• Recently had a system failure and needed to get another system . I wanted to go for a small nano board , maybe a Jetway , but ended up needing something quickly and ordering parts was out of the question.

    I ended up buying a Intel Core 2 Quad Q6600 with 8GB DDR2 and a 60GB SSD. It was the only thing I could find at the time short of buying a new desktop .

    Right now I have 50 computers on my LAN , 12 computers on my HOME and have 10 concurrent VPN connections at all times. I am also running Snort , pfBlocker , traffic shaping , Squid and SquidGuard .

    I see about 1% CPU at all times and roughly 5-7% ram usage. I just started using RAM and SSD space as a fast cache so I will be seeing an increase in used memory , but I doubt I will use nearly all of it.

    I was wondering if there is a way for me to use more of my system resources to optimize my pfSense box. I know this is typically different as not everyone has the same needs but perhaps there is something I can be doing that is recommended for more powerful CPU's. I am not looking to aimlessly add packages to my firewall to use more resources. If anyone has anything they would recommend please let me know!

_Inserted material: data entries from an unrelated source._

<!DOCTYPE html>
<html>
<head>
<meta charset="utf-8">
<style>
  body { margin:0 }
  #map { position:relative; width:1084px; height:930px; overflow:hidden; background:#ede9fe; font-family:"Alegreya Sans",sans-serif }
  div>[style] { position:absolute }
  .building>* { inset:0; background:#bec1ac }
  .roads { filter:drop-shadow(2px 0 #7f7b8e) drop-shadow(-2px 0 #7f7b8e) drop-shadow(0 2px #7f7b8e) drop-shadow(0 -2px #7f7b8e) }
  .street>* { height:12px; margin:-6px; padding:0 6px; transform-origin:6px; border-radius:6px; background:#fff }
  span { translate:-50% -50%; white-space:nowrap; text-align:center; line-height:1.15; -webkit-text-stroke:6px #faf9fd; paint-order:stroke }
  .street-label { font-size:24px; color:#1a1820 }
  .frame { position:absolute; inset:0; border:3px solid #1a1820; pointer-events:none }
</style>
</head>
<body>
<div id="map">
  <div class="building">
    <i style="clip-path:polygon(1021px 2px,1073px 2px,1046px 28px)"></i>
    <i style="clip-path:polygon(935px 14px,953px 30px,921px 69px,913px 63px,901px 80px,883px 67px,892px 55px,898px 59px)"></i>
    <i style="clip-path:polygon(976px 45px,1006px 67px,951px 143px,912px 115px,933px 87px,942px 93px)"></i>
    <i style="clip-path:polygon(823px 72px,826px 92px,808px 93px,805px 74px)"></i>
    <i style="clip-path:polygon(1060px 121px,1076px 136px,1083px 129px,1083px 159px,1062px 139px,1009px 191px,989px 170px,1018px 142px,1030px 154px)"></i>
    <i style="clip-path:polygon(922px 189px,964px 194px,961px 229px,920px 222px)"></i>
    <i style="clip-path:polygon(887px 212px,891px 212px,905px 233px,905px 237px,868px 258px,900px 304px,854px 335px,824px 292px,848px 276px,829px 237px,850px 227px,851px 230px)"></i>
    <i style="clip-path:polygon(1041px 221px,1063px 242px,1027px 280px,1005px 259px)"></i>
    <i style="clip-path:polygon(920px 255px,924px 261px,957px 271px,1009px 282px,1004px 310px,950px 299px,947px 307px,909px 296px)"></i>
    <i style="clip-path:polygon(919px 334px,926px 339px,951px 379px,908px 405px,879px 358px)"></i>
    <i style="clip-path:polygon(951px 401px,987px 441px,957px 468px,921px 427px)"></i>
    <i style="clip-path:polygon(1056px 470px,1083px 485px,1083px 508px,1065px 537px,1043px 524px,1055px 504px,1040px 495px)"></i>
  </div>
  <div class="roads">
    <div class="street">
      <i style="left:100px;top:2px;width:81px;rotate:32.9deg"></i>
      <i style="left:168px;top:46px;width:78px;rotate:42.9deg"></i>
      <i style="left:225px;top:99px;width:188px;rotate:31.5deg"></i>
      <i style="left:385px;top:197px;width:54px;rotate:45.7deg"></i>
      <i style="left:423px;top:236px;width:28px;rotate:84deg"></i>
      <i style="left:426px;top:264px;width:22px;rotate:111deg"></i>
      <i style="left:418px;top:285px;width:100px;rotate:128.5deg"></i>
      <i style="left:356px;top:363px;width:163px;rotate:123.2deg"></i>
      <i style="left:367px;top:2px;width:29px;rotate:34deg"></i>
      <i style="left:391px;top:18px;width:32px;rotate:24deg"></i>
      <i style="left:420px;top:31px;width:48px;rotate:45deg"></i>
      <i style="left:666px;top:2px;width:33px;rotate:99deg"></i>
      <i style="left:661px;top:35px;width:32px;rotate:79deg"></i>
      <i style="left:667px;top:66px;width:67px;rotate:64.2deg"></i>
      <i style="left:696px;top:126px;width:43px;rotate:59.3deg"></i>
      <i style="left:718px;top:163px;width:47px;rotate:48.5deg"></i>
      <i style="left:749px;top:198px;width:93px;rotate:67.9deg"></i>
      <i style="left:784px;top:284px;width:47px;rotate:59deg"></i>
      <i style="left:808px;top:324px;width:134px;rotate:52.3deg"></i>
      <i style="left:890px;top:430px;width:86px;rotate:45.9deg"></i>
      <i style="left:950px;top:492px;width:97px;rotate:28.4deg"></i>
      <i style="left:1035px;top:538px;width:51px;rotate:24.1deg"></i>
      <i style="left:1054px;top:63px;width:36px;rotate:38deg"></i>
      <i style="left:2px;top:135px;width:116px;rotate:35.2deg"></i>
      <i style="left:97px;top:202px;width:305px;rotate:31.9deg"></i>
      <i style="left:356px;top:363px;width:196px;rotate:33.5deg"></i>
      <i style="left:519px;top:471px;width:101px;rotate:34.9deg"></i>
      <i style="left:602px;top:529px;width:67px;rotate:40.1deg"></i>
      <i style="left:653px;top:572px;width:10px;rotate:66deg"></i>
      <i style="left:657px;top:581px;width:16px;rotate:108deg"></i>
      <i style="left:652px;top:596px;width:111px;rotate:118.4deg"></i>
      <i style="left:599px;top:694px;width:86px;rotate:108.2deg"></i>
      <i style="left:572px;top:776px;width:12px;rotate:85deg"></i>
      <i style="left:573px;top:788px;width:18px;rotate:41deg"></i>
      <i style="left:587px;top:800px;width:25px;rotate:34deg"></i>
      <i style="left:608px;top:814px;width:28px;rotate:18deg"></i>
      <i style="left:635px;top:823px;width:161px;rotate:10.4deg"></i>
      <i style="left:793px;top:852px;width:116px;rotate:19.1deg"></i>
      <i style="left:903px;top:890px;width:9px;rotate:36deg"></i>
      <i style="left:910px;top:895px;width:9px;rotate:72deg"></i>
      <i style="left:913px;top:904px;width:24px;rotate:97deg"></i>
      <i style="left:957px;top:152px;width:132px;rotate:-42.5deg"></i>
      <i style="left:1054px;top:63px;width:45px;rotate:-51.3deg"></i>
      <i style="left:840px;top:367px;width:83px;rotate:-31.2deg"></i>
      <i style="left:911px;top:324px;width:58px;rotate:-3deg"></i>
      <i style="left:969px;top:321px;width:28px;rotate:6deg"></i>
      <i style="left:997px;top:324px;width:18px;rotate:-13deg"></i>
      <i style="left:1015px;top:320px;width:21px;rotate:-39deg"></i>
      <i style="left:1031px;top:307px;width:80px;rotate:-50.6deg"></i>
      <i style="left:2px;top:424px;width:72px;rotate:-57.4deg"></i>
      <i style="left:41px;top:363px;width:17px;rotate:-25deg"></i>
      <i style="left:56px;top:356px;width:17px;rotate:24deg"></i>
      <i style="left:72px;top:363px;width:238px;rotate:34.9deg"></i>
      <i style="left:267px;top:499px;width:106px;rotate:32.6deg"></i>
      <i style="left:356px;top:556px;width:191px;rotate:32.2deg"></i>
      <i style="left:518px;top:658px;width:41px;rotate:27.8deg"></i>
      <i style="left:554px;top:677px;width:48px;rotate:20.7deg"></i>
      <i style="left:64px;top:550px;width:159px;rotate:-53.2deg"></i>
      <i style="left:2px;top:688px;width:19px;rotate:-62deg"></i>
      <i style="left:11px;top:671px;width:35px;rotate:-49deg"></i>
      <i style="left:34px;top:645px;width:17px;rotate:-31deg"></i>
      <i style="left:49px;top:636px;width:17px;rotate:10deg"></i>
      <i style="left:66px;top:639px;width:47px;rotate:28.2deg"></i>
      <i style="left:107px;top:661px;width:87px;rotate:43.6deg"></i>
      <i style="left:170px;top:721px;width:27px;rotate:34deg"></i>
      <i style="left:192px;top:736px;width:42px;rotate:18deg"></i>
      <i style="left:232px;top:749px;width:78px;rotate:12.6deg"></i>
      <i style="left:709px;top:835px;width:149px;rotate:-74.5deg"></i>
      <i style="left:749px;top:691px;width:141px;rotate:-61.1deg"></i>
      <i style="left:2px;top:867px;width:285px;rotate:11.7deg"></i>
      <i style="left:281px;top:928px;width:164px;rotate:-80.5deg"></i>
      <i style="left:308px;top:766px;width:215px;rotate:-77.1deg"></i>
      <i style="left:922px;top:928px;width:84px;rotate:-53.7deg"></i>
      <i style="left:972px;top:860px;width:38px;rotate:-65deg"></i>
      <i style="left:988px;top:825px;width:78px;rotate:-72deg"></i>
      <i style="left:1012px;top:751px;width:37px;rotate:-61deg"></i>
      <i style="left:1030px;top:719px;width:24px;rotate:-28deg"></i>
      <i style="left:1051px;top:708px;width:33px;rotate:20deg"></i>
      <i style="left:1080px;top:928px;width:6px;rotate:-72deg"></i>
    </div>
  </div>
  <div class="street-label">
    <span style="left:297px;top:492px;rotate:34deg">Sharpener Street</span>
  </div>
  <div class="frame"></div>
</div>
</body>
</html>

  • Get more bandwidth, make sure snort is in AC mode, allow Squid to use more of your RAM for in-memory caching.

  • Thanks for the reply.

    I would love more bandwidth but cannot ISP does not allow more than one connection for various reasons. I currently have 120/30

    Squid is set to AC mode but I currently running as of yesterday. I need to have a look at some of the rules because it has been blocking a lot of legitimate traffic. Either way AC will be used.

    As for squid cache , I have it set to 4GB , it has yet to see much of it used but I am sure I will.

  • Netgate Administrator

    Ha! Brilliant thread, the opposite question to so many others.  ;D

    Just trying to think back on what I might have advised people to use less power and reverse that. None of it really makes sense though.
    You could enable device polling for a huge hit on the CPU and if you're lucky you might see a fractional decrease in latency.  ::)

    You could run some virus scanning in the proxy.

    To be honest if it was me I'd just swap out that power hungry CPU for a miserly C2D. Even a Celeron, I have a 440 here you could have that has a far lower TDP (35W vs 105W). Of course the Celeron will be far more pushed and the C2Q barely idling, it'd be interesting to see how they stacked up power wise.